=== Begin Enclosure ===

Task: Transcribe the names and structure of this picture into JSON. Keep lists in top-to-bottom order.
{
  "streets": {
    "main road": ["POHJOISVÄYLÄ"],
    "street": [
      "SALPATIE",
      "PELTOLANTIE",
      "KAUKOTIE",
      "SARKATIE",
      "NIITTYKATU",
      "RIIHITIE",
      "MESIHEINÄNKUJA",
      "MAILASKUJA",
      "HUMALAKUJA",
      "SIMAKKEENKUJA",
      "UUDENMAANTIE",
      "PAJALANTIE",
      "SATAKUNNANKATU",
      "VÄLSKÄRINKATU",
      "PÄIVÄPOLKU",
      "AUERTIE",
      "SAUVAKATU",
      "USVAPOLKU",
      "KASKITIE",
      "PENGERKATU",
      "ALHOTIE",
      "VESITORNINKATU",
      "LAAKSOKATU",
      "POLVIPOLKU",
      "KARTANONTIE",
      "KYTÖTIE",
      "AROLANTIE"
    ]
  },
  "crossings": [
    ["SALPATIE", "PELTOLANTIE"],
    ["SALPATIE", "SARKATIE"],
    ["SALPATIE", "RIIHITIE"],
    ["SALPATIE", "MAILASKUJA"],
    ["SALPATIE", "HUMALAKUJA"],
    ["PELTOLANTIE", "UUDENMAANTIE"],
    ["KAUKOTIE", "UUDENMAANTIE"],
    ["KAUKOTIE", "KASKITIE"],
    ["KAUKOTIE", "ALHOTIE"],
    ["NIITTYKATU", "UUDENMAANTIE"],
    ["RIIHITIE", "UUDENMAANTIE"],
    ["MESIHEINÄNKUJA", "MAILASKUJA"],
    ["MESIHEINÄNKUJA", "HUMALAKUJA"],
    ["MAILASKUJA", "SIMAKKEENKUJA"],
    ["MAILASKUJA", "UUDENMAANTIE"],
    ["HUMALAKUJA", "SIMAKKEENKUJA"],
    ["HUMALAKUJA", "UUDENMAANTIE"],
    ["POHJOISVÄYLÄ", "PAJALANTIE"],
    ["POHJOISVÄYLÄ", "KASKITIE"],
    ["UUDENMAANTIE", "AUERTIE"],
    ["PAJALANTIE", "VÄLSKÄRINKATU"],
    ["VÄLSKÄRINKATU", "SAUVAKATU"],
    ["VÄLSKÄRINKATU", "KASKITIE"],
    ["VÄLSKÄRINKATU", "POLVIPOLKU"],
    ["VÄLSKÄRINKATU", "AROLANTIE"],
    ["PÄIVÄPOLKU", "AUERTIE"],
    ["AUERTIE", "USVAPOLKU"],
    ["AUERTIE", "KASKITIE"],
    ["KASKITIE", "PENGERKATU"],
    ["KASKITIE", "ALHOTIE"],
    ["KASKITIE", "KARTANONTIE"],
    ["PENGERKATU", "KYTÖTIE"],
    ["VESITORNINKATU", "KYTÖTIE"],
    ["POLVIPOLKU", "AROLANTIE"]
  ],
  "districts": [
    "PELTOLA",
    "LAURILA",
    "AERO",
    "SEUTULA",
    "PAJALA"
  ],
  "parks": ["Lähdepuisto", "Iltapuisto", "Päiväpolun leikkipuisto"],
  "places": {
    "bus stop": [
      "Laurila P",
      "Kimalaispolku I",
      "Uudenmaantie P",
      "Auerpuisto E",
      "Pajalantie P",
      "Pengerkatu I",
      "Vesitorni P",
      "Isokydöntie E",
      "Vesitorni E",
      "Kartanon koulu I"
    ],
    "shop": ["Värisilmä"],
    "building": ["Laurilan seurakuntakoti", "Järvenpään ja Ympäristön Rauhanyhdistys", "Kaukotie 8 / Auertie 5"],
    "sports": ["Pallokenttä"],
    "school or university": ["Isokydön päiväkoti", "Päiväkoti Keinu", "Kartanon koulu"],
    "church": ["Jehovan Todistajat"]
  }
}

=== End Enclosure ===

### [WORK TASK]
Repeat the material above exactly.

### [REPLY]
Task: Transcribe the names and structure of this picture into JSON. Keep lists in top-to-bottom order.
{
  "streets": {
    "main road": ["POHJOISVÄYLÄ"],
    "street": [
      "SALPATIE",
      "PELTOLANTIE",
      "KAUKOTIE",
      "SARKATIE",
      "NIITTYKATU",
      "RIIHITIE",
      "MESIHEINÄNKUJA",
      "MAILASKUJA",
      "HUMALAKUJA",
      "SIMAKKEENKUJA",
      "UUDENMAANTIE",
      "PAJALANTIE",
      "SATAKUNNANKATU",
      "VÄLSKÄRINKATU",
      "PÄIVÄPOLKU",
      "AUERTIE",
      "SAUVAKATU",
      "USVAPOLKU",
      "KASKITIE",
      "PENGERKATU",
      "ALHOTIE",
      "VESITORNINKATU",
      "LAAKSOKATU",
      "POLVIPOLKU",
      "KARTANONTIE",
      "KYTÖTIE",
      "AROLANTIE"
    ]
  },
  "crossings": [
    ["SALPATIE", "PELTOLANTIE"],
    ["SALPATIE", "SARKATIE"],
    ["SALPATIE", "RIIHITIE"],
    ["SALPATIE", "MAILASKUJA"],
    ["SALPATIE", "HUMALAKUJA"],
    ["PELTOLANTIE", "UUDENMAANTIE"],
    ["KAUKOTIE", "UUDENMAANTIE"],
    ["KAUKOTIE", "KASKITIE"],
    ["KAUKOTIE", "ALHOTIE"],
    ["NIITTYKATU", "UUDENMAANTIE"],
    ["RIIHITIE", "UUDENMAANTIE"],
    ["MESIHEINÄNKUJA", "MAILASKUJA"],
    ["MESIHEINÄNKUJA", "HUMALAKUJA"],
    ["MAILASKUJA", "SIMAKKEENKUJA"],
    ["MAILASKUJA", "UUDENMAANTIE"],
    ["HUMALAKUJA", "SIMAKKEENKUJA"],
    ["HUMALAKUJA", "UUDENMAANTIE"],
    ["POHJOISVÄYLÄ", "PAJALANTIE"],
    ["POHJOISVÄYLÄ", "KASKITIE"],
    ["UUDENMAANTIE", "AUERTIE"],
    ["PAJALANTIE", "VÄLSKÄRINKATU"],
    ["VÄLSKÄRINKATU", "SAUVAKATU"],
    ["VÄLSKÄRINKATU", "KASKITIE"],
    ["VÄLSKÄRINKATU", "POLVIPOLKU"],
    ["VÄLSKÄRINKATU", "AROLANTIE"],
    ["PÄIVÄPOLKU", "AUERTIE"],
    ["AUERTIE", "USVAPOLKU"],
    ["AUERTIE", "KASKITIE"],
    ["KASKITIE", "PENGERKATU"],
    ["KASKITIE", "ALHOTIE"],
    ["KASKITIE", "KARTANONTIE"],
    ["PENGERKATU", "KYTÖTIE"],
    ["VESITORNINKATU", "KYTÖTIE"],
    ["POLVIPOLKU", "AROLANTIE"]
  ],
  "districts": [
    "PELTOLA",
    "LAURILA",
    "AERO",
    "SEUTULA",
    "PAJALA"
  ],
  "parks": ["Lähdepuisto", "Iltapuisto", "Päiväpolun leikkipuisto"],
  "places": {
    "bus stop": [
      "Laurila P",
      "Kimalaispolku I",
      "Uudenmaantie P",
      "Auerpuisto E",
      "Pajalantie P",
      "Pengerkatu I",
      "Vesitorni P",
      "Isokydöntie E",
      "Vesitorni E",
      "Kartanon koulu I"
    ],
    "shop": ["Värisilmä"],
    "building": ["Laurilan seurakuntakoti", "Järvenpään ja Ympäristön Rauhanyhdistys", "Kaukotie 8 / Auertie 5"],
    "sports": ["Pallokenttä"],
    "school or university": ["Isokydön päiväkoti", "Päiväkoti Keinu", "Kartanon koulu"],
    "church": ["Jehovan Todistajat"]
  }
}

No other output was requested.